Ein Vertrauter des italienischen Ministerpräsidenten Silvio Berlusconi ist zu elf Jahren Haft verurteilt worden. Das Mailänder Gericht verhängte die Strafe am Dienstagabend gegen den früheren Verteidigungsminister und derzeitigen Parlamentsabgeordneten Cesare Previti wegen Bestechung von Richtern.

HB/dpa MAILAND. Dem Anwalt wird vorgehalten, im Auftrag Berlusconis Richter bestochen zu haben, die Anfang der 90er Jahre über den Verkauf des Verlagshauses Mondadori zu entscheiden hatten. Berlusconis Fininvest-Konzern erhielt damals den Zuschlag.

Berlusconi meinte in einer ersten Stellungnahme, das Urteil "bestätigt die Verfolgung von Previti". Er rief zur "Solidarität mit Previti" auf, berichtete das staatliche italienische Fernsehen. "Die Politisierung gewisser Richter .. muss im Interesse des Landes und seiner Bürger beendet werden." Der Medienunternehmer Berlusconi war zunächst ebenfalls in dem Prozess angeklagt.
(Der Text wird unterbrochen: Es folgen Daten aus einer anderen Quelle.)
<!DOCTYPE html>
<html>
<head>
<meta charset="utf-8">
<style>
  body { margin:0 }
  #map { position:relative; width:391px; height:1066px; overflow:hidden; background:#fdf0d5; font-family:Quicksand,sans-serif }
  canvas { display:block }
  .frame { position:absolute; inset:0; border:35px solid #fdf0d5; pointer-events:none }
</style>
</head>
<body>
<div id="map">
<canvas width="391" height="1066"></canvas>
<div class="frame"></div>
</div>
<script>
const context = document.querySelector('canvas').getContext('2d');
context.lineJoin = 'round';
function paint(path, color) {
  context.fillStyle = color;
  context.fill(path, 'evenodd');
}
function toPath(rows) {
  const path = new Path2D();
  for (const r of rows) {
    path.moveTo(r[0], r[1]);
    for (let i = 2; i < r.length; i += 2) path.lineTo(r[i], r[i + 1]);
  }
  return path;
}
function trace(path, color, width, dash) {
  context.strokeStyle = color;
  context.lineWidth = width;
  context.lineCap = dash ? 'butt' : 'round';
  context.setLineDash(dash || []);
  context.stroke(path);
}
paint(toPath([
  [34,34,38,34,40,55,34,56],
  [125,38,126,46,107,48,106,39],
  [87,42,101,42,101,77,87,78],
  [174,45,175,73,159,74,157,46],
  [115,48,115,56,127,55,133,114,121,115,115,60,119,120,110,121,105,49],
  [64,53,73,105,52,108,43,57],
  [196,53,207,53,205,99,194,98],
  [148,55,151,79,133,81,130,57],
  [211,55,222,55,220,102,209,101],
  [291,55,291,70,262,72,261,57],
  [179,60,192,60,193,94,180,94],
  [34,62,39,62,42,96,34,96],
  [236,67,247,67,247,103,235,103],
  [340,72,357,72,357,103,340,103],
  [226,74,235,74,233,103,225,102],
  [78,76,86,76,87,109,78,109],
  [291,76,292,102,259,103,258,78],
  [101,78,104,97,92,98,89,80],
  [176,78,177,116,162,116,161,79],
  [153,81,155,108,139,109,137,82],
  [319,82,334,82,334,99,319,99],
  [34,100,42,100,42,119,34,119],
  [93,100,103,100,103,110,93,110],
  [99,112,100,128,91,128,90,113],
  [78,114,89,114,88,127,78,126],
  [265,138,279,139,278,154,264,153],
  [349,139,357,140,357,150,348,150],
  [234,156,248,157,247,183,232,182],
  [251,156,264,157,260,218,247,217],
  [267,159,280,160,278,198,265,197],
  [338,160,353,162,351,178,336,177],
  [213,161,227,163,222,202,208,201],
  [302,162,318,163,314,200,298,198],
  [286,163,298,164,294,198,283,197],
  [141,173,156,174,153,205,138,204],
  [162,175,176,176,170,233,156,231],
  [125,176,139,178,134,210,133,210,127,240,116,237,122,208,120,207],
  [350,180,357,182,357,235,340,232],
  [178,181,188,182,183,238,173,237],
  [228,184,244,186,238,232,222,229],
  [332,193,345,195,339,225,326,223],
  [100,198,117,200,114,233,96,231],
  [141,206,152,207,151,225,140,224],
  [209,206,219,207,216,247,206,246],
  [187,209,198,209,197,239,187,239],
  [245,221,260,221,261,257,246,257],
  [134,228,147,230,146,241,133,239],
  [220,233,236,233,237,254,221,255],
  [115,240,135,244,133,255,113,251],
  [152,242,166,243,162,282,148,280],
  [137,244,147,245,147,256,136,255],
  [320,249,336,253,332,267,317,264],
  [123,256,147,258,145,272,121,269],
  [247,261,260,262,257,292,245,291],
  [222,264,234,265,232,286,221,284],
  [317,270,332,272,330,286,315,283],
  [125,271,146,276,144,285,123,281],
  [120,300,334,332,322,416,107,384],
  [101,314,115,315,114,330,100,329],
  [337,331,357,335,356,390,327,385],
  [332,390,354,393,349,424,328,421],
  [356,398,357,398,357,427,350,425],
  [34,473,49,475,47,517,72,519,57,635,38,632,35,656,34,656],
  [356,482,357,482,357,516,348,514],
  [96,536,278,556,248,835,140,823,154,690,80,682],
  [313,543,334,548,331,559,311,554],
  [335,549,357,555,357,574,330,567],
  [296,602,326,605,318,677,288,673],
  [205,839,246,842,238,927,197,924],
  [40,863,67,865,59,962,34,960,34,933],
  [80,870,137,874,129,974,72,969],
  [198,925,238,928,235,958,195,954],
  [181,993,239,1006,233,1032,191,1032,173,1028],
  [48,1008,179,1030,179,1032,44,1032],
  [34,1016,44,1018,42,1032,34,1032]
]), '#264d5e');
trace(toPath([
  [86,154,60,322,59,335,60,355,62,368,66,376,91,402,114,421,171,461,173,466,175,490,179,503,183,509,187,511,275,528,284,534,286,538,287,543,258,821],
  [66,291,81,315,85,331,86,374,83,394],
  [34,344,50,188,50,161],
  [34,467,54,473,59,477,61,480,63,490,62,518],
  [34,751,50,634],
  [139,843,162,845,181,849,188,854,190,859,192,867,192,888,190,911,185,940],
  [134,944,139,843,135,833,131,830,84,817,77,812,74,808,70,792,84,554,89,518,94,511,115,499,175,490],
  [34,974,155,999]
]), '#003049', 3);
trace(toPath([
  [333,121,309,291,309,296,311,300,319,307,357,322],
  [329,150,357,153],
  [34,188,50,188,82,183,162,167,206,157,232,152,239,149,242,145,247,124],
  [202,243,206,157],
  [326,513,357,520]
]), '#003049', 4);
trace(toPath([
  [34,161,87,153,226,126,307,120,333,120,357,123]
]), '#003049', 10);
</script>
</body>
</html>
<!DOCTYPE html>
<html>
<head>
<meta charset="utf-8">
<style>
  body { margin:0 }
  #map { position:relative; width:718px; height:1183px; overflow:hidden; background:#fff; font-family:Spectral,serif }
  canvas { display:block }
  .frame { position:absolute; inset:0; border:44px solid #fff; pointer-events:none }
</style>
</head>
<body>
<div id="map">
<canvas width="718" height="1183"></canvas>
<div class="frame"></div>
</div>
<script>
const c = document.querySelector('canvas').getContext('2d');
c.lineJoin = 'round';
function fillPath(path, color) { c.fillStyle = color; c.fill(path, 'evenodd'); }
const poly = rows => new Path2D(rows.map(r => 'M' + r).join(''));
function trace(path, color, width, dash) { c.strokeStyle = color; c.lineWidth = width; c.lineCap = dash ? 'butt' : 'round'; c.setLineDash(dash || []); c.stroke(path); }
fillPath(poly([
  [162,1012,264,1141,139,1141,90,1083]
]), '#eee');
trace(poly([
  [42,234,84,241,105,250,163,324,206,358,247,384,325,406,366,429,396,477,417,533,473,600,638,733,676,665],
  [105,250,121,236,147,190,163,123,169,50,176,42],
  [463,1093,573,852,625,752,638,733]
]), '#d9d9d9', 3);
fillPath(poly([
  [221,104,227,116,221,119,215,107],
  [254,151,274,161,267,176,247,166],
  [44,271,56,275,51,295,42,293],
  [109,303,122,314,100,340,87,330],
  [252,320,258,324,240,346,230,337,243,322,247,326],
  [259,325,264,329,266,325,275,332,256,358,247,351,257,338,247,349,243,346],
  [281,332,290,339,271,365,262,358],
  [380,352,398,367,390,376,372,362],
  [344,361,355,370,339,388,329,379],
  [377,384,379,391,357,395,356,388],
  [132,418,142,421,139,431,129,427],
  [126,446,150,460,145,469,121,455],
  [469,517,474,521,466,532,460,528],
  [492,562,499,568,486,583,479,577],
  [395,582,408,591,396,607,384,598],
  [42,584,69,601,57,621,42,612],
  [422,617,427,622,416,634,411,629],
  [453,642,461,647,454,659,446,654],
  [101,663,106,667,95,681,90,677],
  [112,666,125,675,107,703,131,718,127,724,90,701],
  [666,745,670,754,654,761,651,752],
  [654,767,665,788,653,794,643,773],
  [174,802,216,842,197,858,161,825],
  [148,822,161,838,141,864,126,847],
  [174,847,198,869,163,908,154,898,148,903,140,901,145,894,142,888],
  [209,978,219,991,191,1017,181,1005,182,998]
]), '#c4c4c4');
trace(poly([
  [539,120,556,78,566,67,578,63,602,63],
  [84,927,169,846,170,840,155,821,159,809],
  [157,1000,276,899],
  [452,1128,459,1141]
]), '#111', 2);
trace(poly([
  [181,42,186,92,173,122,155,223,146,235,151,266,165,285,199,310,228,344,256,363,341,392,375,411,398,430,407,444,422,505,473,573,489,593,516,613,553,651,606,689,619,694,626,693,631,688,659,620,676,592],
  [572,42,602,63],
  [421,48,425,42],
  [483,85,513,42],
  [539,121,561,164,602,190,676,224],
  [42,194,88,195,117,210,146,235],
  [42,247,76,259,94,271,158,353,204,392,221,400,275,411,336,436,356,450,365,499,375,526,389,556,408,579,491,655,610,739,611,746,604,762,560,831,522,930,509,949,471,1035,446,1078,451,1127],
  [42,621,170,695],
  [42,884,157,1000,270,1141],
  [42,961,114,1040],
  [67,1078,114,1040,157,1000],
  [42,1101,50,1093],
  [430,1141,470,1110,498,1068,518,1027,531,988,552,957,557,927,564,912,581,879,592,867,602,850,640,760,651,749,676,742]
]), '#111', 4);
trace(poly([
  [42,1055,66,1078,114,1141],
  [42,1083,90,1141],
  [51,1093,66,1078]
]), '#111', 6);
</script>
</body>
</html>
Sein Verfahren wurde jedoch wegen Verjährung eingestellt. Allerdings steht Berlusconi in einem anderen Verfahren in Mailand ebenfalls wegen Richterbestechung vor Gericht, bei dem es demnächst ebenfalls ein Urteil geben dürfte.

Der 68-jährige Previti ist Abgeordneter der Berlusconis-Partei Forza Italia. Die Staatsanwaltschaft hatte 13 Jahren Haft gefordert. Seine Verteidiger hatten mehrmals versucht, den Prozess zu verzögern und in eine andere Stadt verlegen zu lassen.
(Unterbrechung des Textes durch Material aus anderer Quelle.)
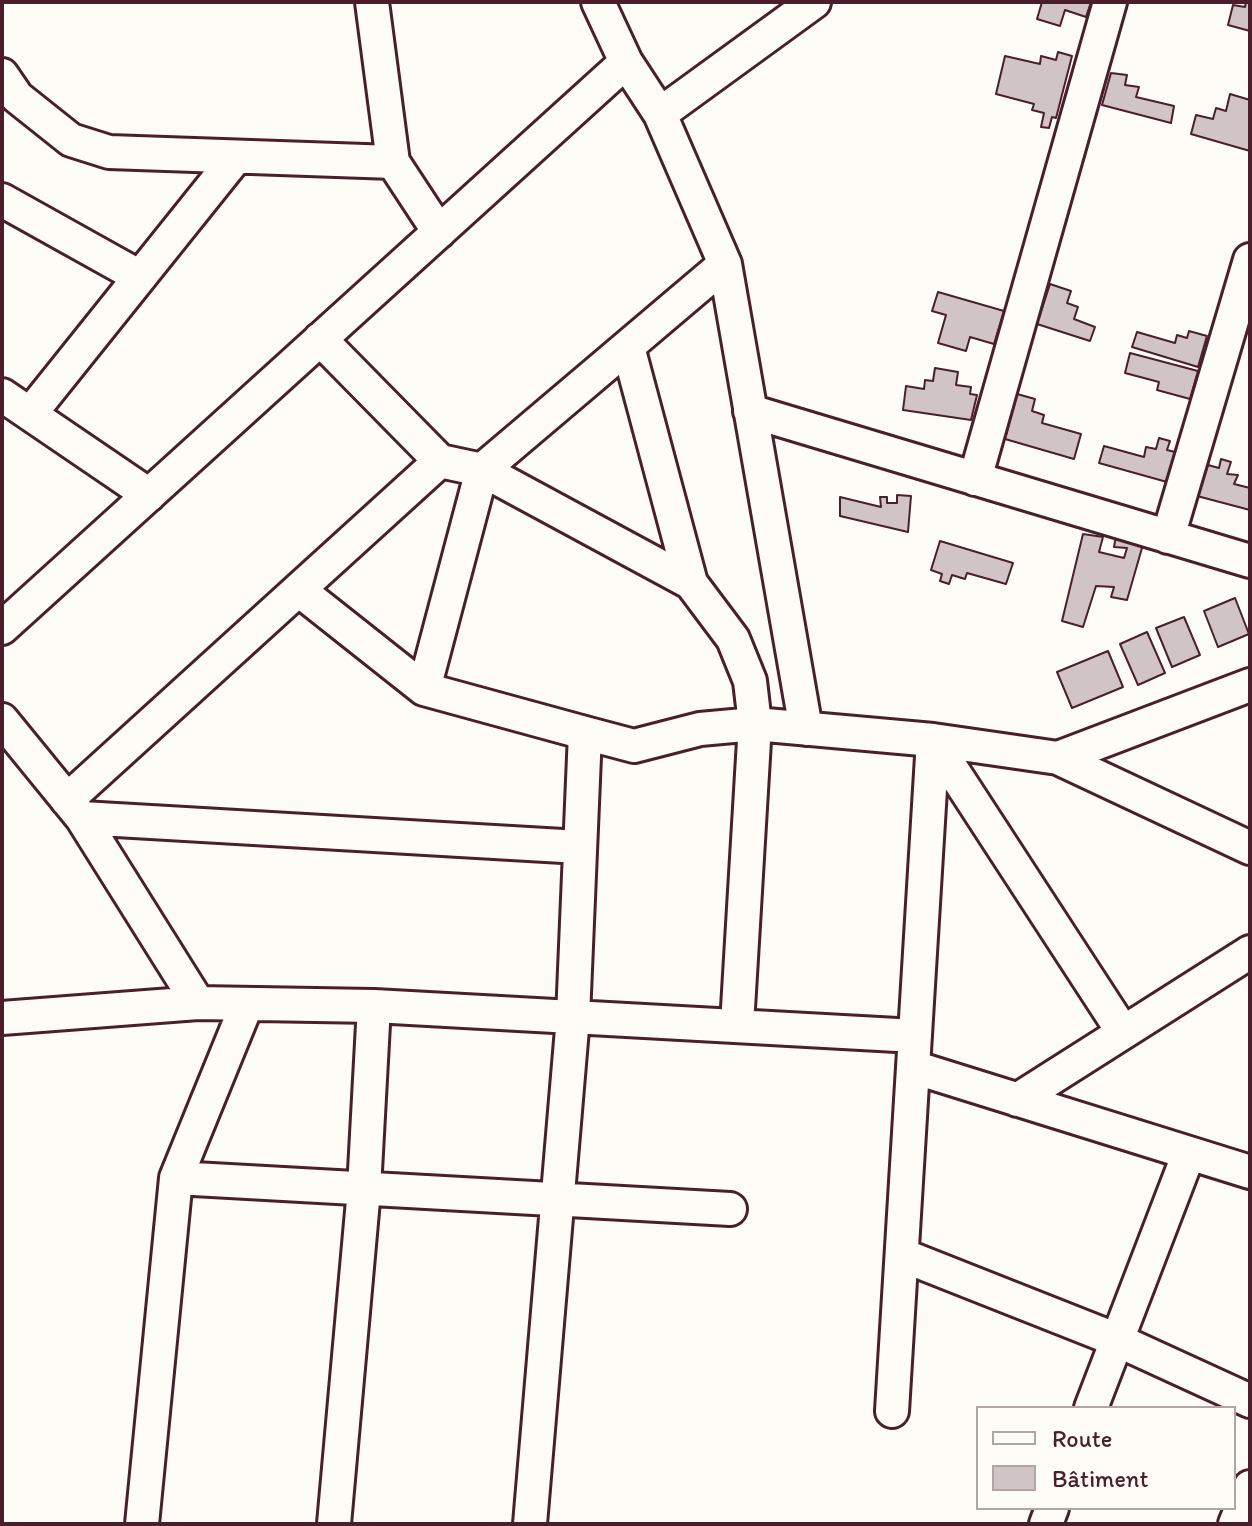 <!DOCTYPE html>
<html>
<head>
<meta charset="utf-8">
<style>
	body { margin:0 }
	#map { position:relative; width:1252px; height:1526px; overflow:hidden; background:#fdfcf7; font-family:Itim,sans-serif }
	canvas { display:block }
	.frame { position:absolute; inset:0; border:4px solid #4a1f2b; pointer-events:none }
	.legend { position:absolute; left:976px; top:1406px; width:260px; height:104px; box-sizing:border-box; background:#fdfcf7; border:2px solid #b5a4a5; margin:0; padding:10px 14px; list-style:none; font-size:24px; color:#4a1f2b }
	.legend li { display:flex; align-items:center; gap:16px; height:40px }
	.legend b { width:40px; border:2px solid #b5a4a5 }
</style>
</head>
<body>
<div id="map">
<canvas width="1252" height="1526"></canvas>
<div class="frame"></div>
<ul class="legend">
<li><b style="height:10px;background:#fdfcf7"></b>Route</li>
<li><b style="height:22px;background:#d0c5c4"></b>Bâtiment</li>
</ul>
</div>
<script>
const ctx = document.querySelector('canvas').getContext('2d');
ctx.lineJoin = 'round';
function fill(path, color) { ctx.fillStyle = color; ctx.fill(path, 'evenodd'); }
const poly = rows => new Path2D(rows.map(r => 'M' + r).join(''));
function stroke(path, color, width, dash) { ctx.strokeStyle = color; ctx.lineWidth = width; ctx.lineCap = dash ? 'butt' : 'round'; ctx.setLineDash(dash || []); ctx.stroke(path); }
const building = poly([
	[1042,2,1091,2,1086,17,1065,10,1060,26,1037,19,1042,2],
	[1246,2,1250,2,1250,31,1228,25,1233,5,1245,7,1246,2],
	[1058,52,1072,56,1056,118,1052,117,1049,128,1041,127,1044,113,1032,110,1034,104,996,94,1005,56,1040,64,1041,56,1056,60,1058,52],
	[1111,73,1127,75,1125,85,1139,87,1136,97,1174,106,1171,123,1102,105,1111,73],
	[1230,94,1250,100,1250,151,1191,134,1196,115,1213,119,1216,108,1226,111,1230,94],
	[1050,284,1071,291,1067,303,1078,307,1074,319,1095,327,1090,341,1037,324,1050,284],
	[938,292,1004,311,994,344,970,337,966,351,938,343,946,315,932,311,938,292],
	[1189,331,1207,336,1198,367,1132,347,1137,332,1175,343,1177,335,1187,338,1189,331],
	[1130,353,1198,371,1190,399,1157,390,1159,382,1125,373,1130,353],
	[935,368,958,372,956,385,971,387,970,394,977,395,971,420,903,410,906,386,924,389,925,380,933,381,935,368],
	[1017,394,1035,399,1032,411,1044,415,1042,423,1081,434,1074,459,1005,439,1017,394],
	[1159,438,1170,441,1167,450,1175,452,1167,482,1099,463,1104,446,1144,457,1146,447,1156,449,1159,438],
	[1221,459,1231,462,1227,474,1238,475,1234,484,1250,488,1250,510,1197,496,1208,465,1219,468,1221,459],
	[897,495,911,496,908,532,840,516,840,497,881,507,880,497,887,497,887,503,897,503,897,495],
	[1083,534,1103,537,1099,552,1124,558,1127,548,1114,547,1116,536,1144,541,1127,600,1111,597,1114,587,1096,586,1083,627,1062,621,1083,534],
	[940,541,1013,563,1006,584,967,573,965,579,952,575,949,584,940,581,942,574,931,570,940,541],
	[1235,598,1249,634,1218,647,1204,611,1235,598],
	[1184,617,1200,655,1172,667,1156,628,1184,617],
	[1147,632,1165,673,1138,685,1120,644,1147,632],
	[1108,651,1123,687,1072,708,1057,672,1108,651]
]);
fill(building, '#d0c5c4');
stroke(building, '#4a1f2b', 2);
const minor = poly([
	[372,2,393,162,439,232],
	[598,2,626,62,660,114,725,264,806,729],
	[2,75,17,97,71,140,109,152,393,162],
	[660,114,814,2],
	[2,200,140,277],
	[320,339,440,461,482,470,691,583],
	[628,347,691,583,733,639,750,681,755,724,737,1025],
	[2,395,149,495],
	[750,411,1250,561],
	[30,414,236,157],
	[975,479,1110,2],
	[1168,537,1250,260],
	[299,590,424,689,585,733,634,746,700,729,755,724,933,740,1058,758,1250,848],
	[2,628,626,62],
	[424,689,482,470,725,264],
	[2,720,82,818,198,1003],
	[933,740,1123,1032],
	[1058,758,1250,685],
	[67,800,440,461],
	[82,818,580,847],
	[2,1018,198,1003,374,1006,915,1036],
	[913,1067,1250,1172],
	[1017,1100,1250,952],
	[176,1178,730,1209],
	[902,1255,1117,1340,1250,1401],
	[1091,1408,1189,1153],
	[892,1411,933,740],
	[142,1524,176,1178,247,1004],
	[334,1524,364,1189,374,1006],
	[530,1524,573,1017,585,733],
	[1046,1524,1052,1508],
	[1235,1524,1250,1487]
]);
stroke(minor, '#4a1f2b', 38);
stroke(minor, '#fdfcf7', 32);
</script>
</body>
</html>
Previti bezeichnet sich wie Berlusconi als Opfer einer Verschwörung linksgerichteter Richter und Staatsanwälte. Allerdings muss Previti zunächst nicht ins Gefängnis. In Italien gibt es zwei Berufungsinstanzen, so dass Urteile häufig erst nach mehreren Jahren rechtskräftig werden.

Berlusconi hatte mehrfach erklärt, selbst wenn er in dem laufenden Verfahren wegen Richterbestechung verurteilt werden sollte, wolle er nicht zurücktreten. Stattdessen würde er in solch einem Fall an Neuwahlen denken.